Il dossier è uno dei più caldi tra quelli che saranno discussi alla Cop28 di Dubai
(Rinnovabili.it) – Eliminare completamente i combustibili fossili “non è realistico”. Con queste parole di Xie Zhenhua, inviato speciale per il clima della Cina, Pechino sbatte la porta in faccia a chi sperava di portare il dossier del phase out delle fossili al centro della Cop28 di Dubai. Un no pesantissimo, quello della seconda economia mondiale (e maggior inquinatore), che rinforza il fronte già affollato dei paesi risolutamente contrari anche solo a intavolare una discussione sul tema.
Per motivare il no, Zhenhua ha toccato due punti: l’intermittenza delle rinnovabili e l’immaturità di tecnologie necessarie per aumentare la quota di energia pulita nel mix. Per questo, sostiene l’inviato durante un incontro a margine dell’Assemblea Generale dell’ONU in corso a New York questa settimana, “i combustibili fossili dovrebbero fungere da fonte di energia flessibile e di riserva quando tecnologie come lo stoccaggio di energia su larga scala, la trasmissione di energia elettrica, le reti intelligenti e le microreti non sono ancora completamente mature”.
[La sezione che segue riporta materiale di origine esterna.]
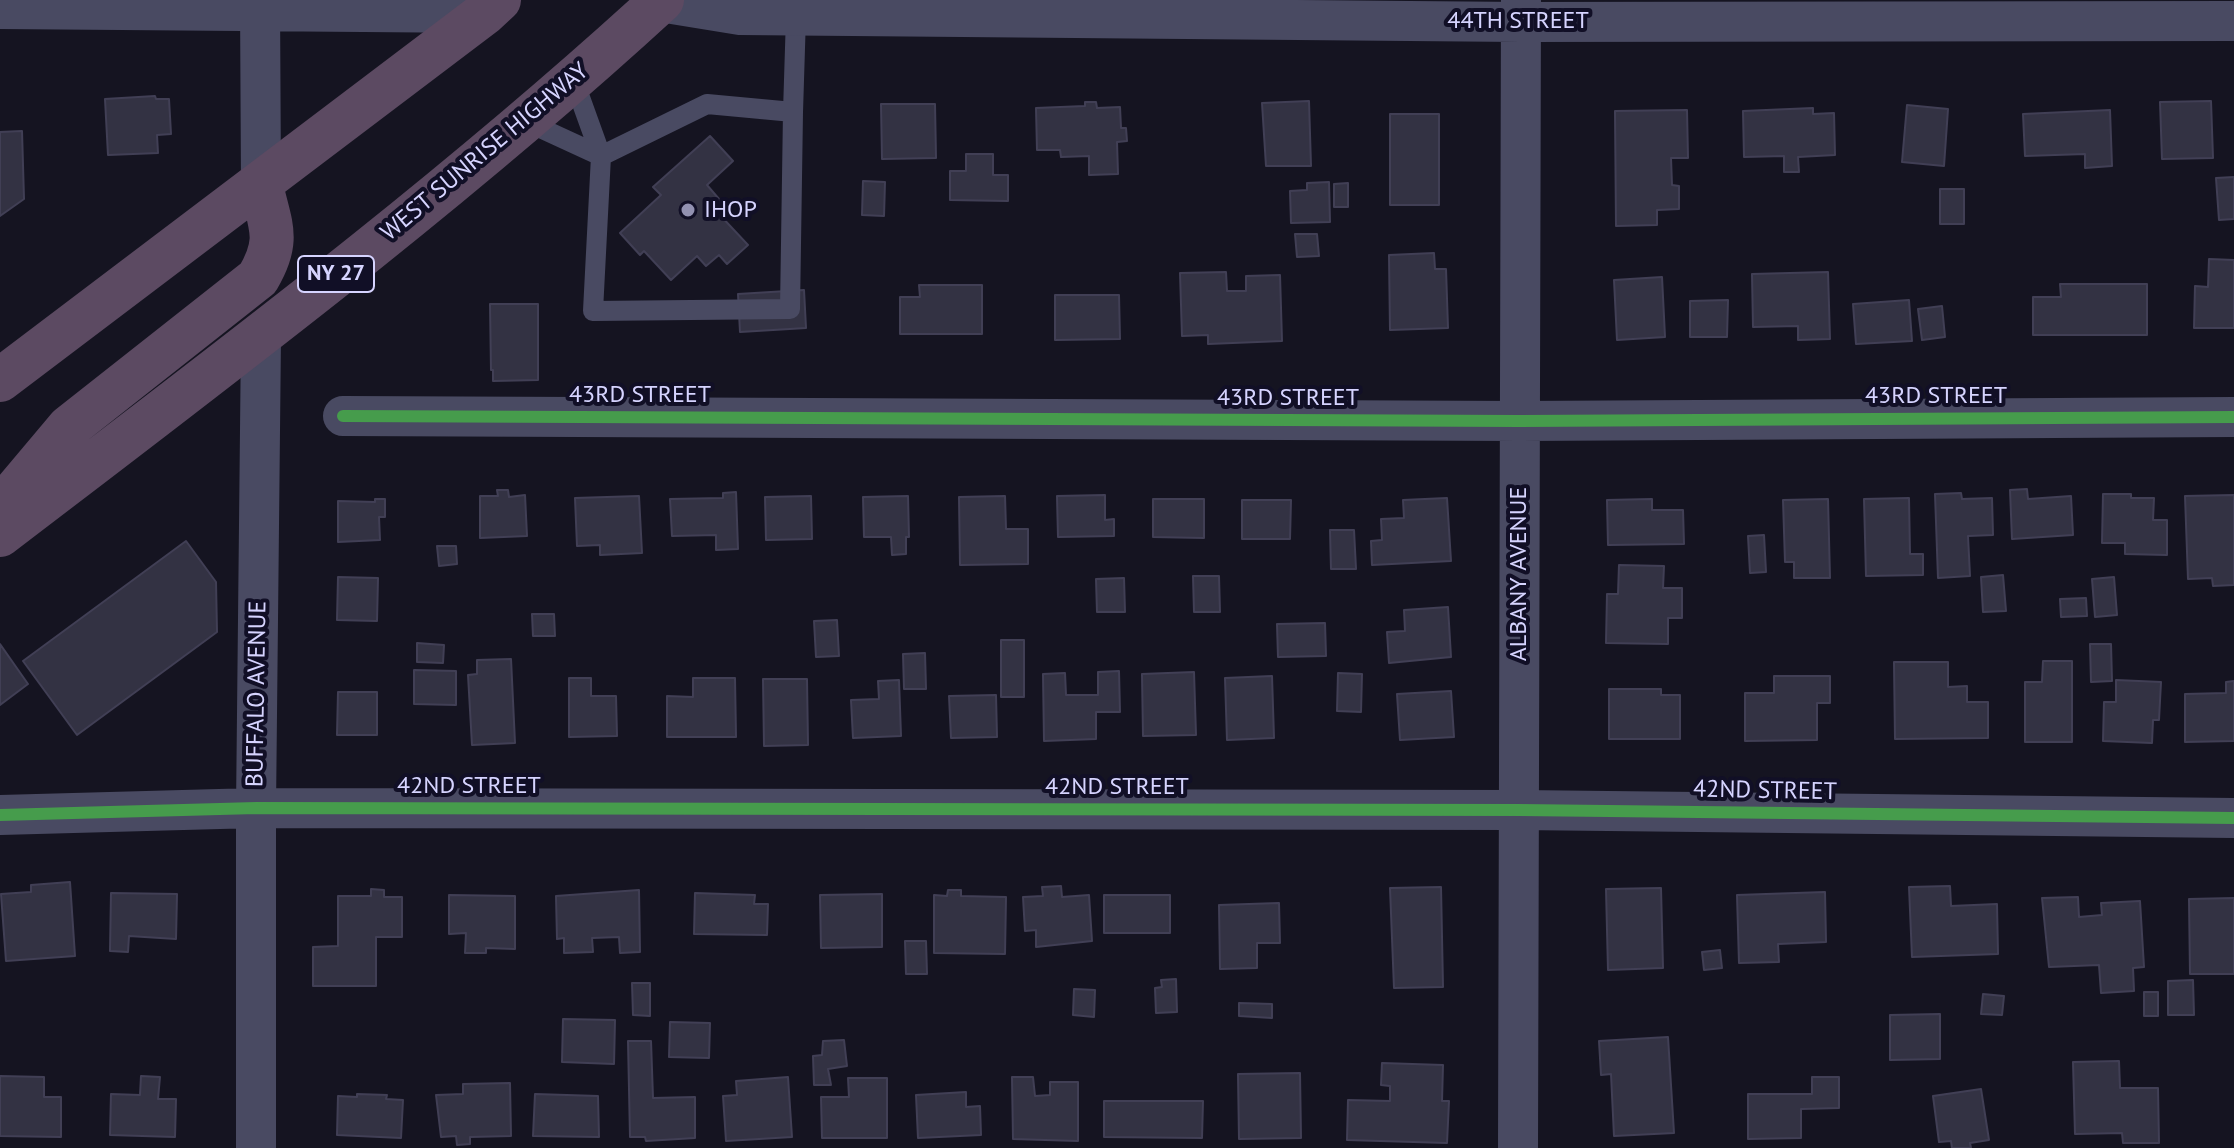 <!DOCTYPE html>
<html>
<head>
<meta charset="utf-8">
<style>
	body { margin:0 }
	canvas { display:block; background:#151421 }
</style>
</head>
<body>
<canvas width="2234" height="1148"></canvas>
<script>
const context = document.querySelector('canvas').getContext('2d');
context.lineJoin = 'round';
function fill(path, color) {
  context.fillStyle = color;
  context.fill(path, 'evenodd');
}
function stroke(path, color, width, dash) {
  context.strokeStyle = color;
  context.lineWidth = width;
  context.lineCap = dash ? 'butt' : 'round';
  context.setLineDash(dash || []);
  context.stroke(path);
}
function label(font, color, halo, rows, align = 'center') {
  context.font = font + ' "PT Sans",sans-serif';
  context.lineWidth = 8;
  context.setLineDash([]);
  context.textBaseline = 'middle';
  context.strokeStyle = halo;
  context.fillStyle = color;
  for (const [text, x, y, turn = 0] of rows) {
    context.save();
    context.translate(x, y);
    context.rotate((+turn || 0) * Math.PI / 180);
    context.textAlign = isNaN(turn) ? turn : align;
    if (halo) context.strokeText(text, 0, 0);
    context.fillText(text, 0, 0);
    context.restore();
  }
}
const building = new Path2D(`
	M155,96l1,3h13l2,35 -14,1 1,18 -50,2 -3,-56z
	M1309,101l2,65h-45l-4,-63z
	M2211,101l2,57 -51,1 -2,-57z
	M1085,102h11l1,6 23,-1 1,21h5l1,13 -10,1 1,32 -29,1v-19l-28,1 -1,-7h-23l-1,-42 49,-2z
	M881,104h54l1,54 -54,1z
	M1907,105l41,4 -4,57 -42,-4z
	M1813,108v6l21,-1 1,42 -37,2 1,15h-15v-16l-40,1 -1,-46z
	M1687,110l1,48h-17l1,27 7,1v23l-22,1v15l-41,1 -1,-115z
	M2110,110l2,56 -27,2v-14l-60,2 -2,-42z
	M1390,114h49v91h-49z
	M22,131l2,68 -24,17v-84z
	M710,136l23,25 -26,24 18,21 -7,7 30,32 -21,19 -8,-9 -13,11 -9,-10 -26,24 -27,-29 -4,4 -20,-22 41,-38 -8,-8z
	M966,154h27v21h15v26l-58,-1v-29h16z
	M2234,177v42l-15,1 -3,-42z
	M863,181l22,1 -1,34 -22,-1z
	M1329,182l1,40 -39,1 -1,-32 17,-1v-7z
	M1348,183v24h-14v-23z
	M1940,189h24v35h-24z
	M1295,234h22l2,22 -22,1z
	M1434,253l1,16h11l2,59 -58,2 -1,-75z
	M2209,259l25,1v68h-40l1,-42 13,1z
	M1226,272l1,19h19v-15l34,-1 2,66 -74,3v-9l-26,1 -2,-63z
	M1828,272l2,67 -32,1v-14l-45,1 -1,-53z
	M1662,277l3,60 -48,3 -3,-60z
	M2060,284h87v51h-114v-38h28z
	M919,285h63v49h-82v-37h20z
	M804,290l2,38 -66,4 -2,-38z
	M1055,295h64l1,44 -65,1z
	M1728,300l-1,37h-37v-36z
	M1909,300l3,41 -56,3 -3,-40z
	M490,304h48v76l-45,1v-11h-2z
	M1942,306l3,31 -23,3 -4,-31z
	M2027,489l1,10 43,-3 2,39 -61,4 -2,-49z
	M497,490h11l1,7 16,-2 2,41 -47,2v-42h18z
	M736,492l2,57 -22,1v-15l-44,1 -2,-37 53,-1v-5z
	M1961,493l1,6 30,-1 1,37 -25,1 2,40 -32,2 -3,-84z
	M2103,494h28v4h23l-1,22h14v35l-42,-1v-11h-23z
	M1105,495v25l9,-1v17l-56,1 -1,-41z
	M2234,495v90l-21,1 -1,-8 -24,1 -3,-83z
	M639,496l3,57 -42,2v-10l-23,1 -2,-48z
	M811,496l1,43 -46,1 -1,-43z
	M908,496l1,41h-3v17l-14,1 -1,-18h-27l-1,-40z
	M1005,496l1,33h22v35l-68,1 -1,-68z
	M1447,498l4,63 -79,4 -1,-24 11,-1 -1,-21 23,-1 -1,-18z
	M1909,498l1,56h13v21l-57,1 -2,-77z
	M375,499h10v18h-6l1,23 -42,2v-41l37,1z
	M1153,499h51v39l-51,-1z
	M1652,499v11h31l1,34 -76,1 -1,-45z
	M1828,499l2,79h-36v-16h-9l-2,-62z
	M1242,500h49l-1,39h-48z
	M1330,530h24l2,39h-25z
	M1764,535l2,37 -16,1 -2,-37z
	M186,541l30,41 1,50 -140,103 -54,-74z
	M437,546h19l1,18 -18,2z
	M1619,565l45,1 -1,22h19v30h-14v26l-62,-1 1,-49h11z
	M2003,575l3,36 -23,1 -2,-35z
	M1193,576h26l1,36h-26z
	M338,577l40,1 -1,43 -40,-1z
	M2114,577l3,38 -22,2 -3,-38z
	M1124,578l1,34h-28l-1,-33z
	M2086,598l1,18 -26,1 -1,-18z
	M1448,607l3,50 -62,6 -2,-31 18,-1 -1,-21z
	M532,614h22l1,22h-22z
	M837,620l2,36 -23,1 -2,-36z
	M1325,623l1,33 -48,1 -1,-33z
	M1001,640h23v57h-23z
	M417,643l27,2 -1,18 -26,-1z
	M0,644l28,40 -28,21z
	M2090,644h21l1,37 -21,1z
	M925,653l1,36h-22l-1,-35z
	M511,659l4,84 -43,2 -4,-70 9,-1v-14z
	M2043,661h29v81h-47v-60h17z
	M1894,662h54v25l19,-1v16h21v36l-93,1z
	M414,670l42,1v34l-42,-1z
	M1119,671l1,41h-24v27l-52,2 -1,-67 22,-1 1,22h32v-23z
	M1194,672l2,63 -53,1 -1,-62z
	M1338,673l24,1 -1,38 -24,-1z
	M1272,676l2,62 -47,2 -2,-62z
	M1774,676h56v27h-13v37l-72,1v-48h29z
	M569,678h22v18h25l1,40 -48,1z
	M693,678h42l1,59h-69v-41l26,1z
	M763,679h44l1,66 -44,1z
	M899,680l2,56 -48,2 -2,-38 28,-1 -1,-18z
	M2116,680l45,2 -2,38h-6l-1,23 -49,-2 1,-39h12z
	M2234,681v60l-49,1v-48l41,-1v-11z
	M1609,689h52v6h19v44h-71z
	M1451,691l3,46 -54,3 -3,-46z
	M338,692h39v43h-40z
	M996,695l1,42 -46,1 -2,-42z
	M70,882l5,74 -69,5 -5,-67 30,-2v-7z
	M1061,886l1,11 27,-2 3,46 -56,6v-17l-11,1 -2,-34 20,-1 -1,-9z
	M1950,886l1,20 46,-2 1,50 -86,3 -3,-70z
	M1441,887l2,100 -49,1 -4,-100z
	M1661,888l2,80 -55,2 -2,-81z
	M371,889l13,1v7h18v40h-26v49h-63v-39l25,-1v-50h33z
	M639,890l1,62 -20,1 -1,-16 -27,1 1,14 -29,1v-15l-7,1 -1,-43z
	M948,890h13v6l45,1 -1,57 -71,-1v-58l13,1z
	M1825,892l1,50 -48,2 1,18 -40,1 -2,-68z
	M111,893l66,1 -1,45 -47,-3 -1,16 -18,-1z
	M695,893l60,2 -1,9h14l-1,31 -73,-1z
	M882,894v53l-61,1 -1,-53z
	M449,895l66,1v53l-29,-1v5h-21l1,-20 -17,1z
	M1104,895h66v38h-66z
	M2078,897l1,20 23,-2 -1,-12 39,-2 4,66 -11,1 1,23 -33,2 -2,-28 -50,2 -7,-69z
	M2234,898v76h-44l-1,-75z
	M1279,903l1,40h-23v25l-37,1 -1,-64z
	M905,941h21l1,33h-21z
	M1720,950l2,18 -18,2 -2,-18z
	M1176,979l1,33 -21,1 -1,-25 7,-1 -1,-7z
	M2193,980l1,35h-26v-34z
	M632,983h18v33l-17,-1z
	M1074,989l21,1 -1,27 -21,-2z
	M2144,992h14v24h-14z
	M1983,994l21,2 -2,19 -21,-1z
	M1239,1003l33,1v14l-33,-2z
	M1940,1014v45l-50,1v-45z
	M563,1019l52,1 -1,44 -52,-2z
	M670,1022l40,1 -1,35 -40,-1z
	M1668,1037l6,96 -60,3 -3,-62 -10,1 -2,-34z
	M844,1040l3,26 -19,3 3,16h-17l-1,-29 9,-1 1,-14z
	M628,1041h23l2,57 42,-1v41l-49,3 -1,-4h-15z
	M2119,1061l1,27h38l1,55h-36l-1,-10 -47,1 -2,-72z
	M1382,1063l61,2 -1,36h7l-2,42 -100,-3 1,-40 42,1v-15l-9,-1z
	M1300,1073l1,65 -62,1 -1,-65z
	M0,1076l44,1v20h17v40l-61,-1z
	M141,1076l19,1 -2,22h18l-1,38 -65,-2 1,-41 29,1z
	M788,1077l4,60 -66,4 -3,-45 14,-1 -1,-14z
	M1012,1077h21l2,19 15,-1v-13h28v59l-65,-2z
	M1812,1077h27v31l-38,1v29l-53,1v-45h64z
	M848,1078h39v60h-65l-1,-41h28z
	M510,1083l1,53 -41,1v7l-13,1 -1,-9 -15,1 -5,-42 27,-1v-10z
	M1981,1089l8,51 -19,3 1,5h-19l-1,-7 -12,1 -6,-46z
	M966,1092v15l14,-1 1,29 -63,3 -2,-43z
	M357,1094l30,1 -1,4 17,1 -2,38 -64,-3 1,-39 19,1z
	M535,1094l63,2 1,41 -66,-1z
	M1104,1101h99l-1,37 -98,-1z`);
const lane = new Path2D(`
	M574,81l27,75 -8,155 197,-2 3,-197 -86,-8 -106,52
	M793,112l3,-96
	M525,121l76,35`);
const street = new Path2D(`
	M260,0l1,185
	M660,2l80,13 781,7 713,-1
	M0,9l485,4
	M343,416l1177,5 714,-4
	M0,815l256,-7 1263,2 715,8
	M256,1148v-340l5,-472
	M1518,1148l3,-1148`);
const highway = new Path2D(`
	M0,380l485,-367 14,-13
	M0,509l69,-82 189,-149c23,-39 12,-52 3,-93
	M0,535c225,-172 453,-343 662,-535`);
const cycleway = new Path2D(`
	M343,416l1177,5 714,-4
	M0,815l256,-7 1263,2 715,8`);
const markers = [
	[688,210,8,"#9291b1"]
];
const shields = [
	[336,274,76]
];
const shieldNames = [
	["NY 27",336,274]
];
const streetNames = [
	["44TH STREET",1518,21],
	["WEST SUNRISE HIGHWAY",485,152,-40],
	["43RD STREET",640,395],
	["43RD STREET",1936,396],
	["43RD STREET",1288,398],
	["ALBANY AVENUE",1519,574,-90],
	["BUFFALO AVENUE",257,694,-89],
	["42ND STREET",469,786],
	["42ND STREET",1117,787],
	["42ND STREET",1765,791,1]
];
const poiNames = [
	["IHOP",704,210]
];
fill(building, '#333243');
stroke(building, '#413f55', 2);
stroke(lane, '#494a62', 20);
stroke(street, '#494a62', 40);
stroke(highway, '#5c4a62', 44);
stroke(cycleway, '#469c4c', 12);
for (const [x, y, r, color] of markers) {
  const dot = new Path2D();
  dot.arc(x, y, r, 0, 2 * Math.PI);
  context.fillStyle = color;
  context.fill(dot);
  stroke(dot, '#110f26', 3);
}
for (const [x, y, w] of shields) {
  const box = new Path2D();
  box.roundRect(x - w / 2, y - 18, w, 36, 6);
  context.fillStyle = '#110f26';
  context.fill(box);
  stroke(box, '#d6d4ff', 2);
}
label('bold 22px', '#d6d4ff', null, shieldNames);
label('24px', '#d6d4ff', '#110f26', streetNames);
label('24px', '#d6d4ff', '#110f26', poiNames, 'left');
</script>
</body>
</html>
Si rafforza il fronte del no al phase out delle fossili
Parole che ricalcano i punti sollevati in questi mesi anche dalla presidenza emiratina della Cop28. Il cui vertice, Sultan al-Jaber, è anche a capo dell’ADNOC, la compagnia nazionale degli idrocarburi del paese del Golfo. Alle insistenze di chi, come l’Unione Europea, ha provato a spingere per far entrare finalmente, dopo 25 anni di Cop, la parola “combustibili fossili” dentro un comunicato finale, al-Jaber ha risposto che più di phase out delle fossili bisognerebbe parlare di eliminazione graduale delle emissioni fossili. In altre parole, lasciare inalterato il sistema attuale affidandosi esclusivamente a soluzioni tecnologiche come la cattura e lo stoccaggio di CO2.
Con il no della Cina diventano ancora più flebili le altre voci autorevoli che si stanno levando a supporto del phase out delle fossili. A partire da quella di Antonio Guterres, il numero uno delle Nazioni Unite, che questa settimana ha ribadito che i paesi del G20, da cui dipendono l’80% delle emissioni globali, “devono rompere la loro dipendenza dai combustibili fossili, fermare la nuova estrazione di carbone e tenere conto delle conclusioni dell’Agenzia internazionale per l’energia secondo cui le nuove licenze per petrolio e gas da parte loro sono incompatibili con il mantenimento in vita del limite di 1,5 gradi”.
O quella di Cristiana Figueres, una degli architetti dell’Accordo di Parigi, che afferma di aver “perso la pazienza con le compagnie fossili” perché rallentano la transizione: “Invece di fare tutto ciò che fanno e di applicare la loro straordinaria capacità ingegneristica, in realtà hanno fatto il contrario”.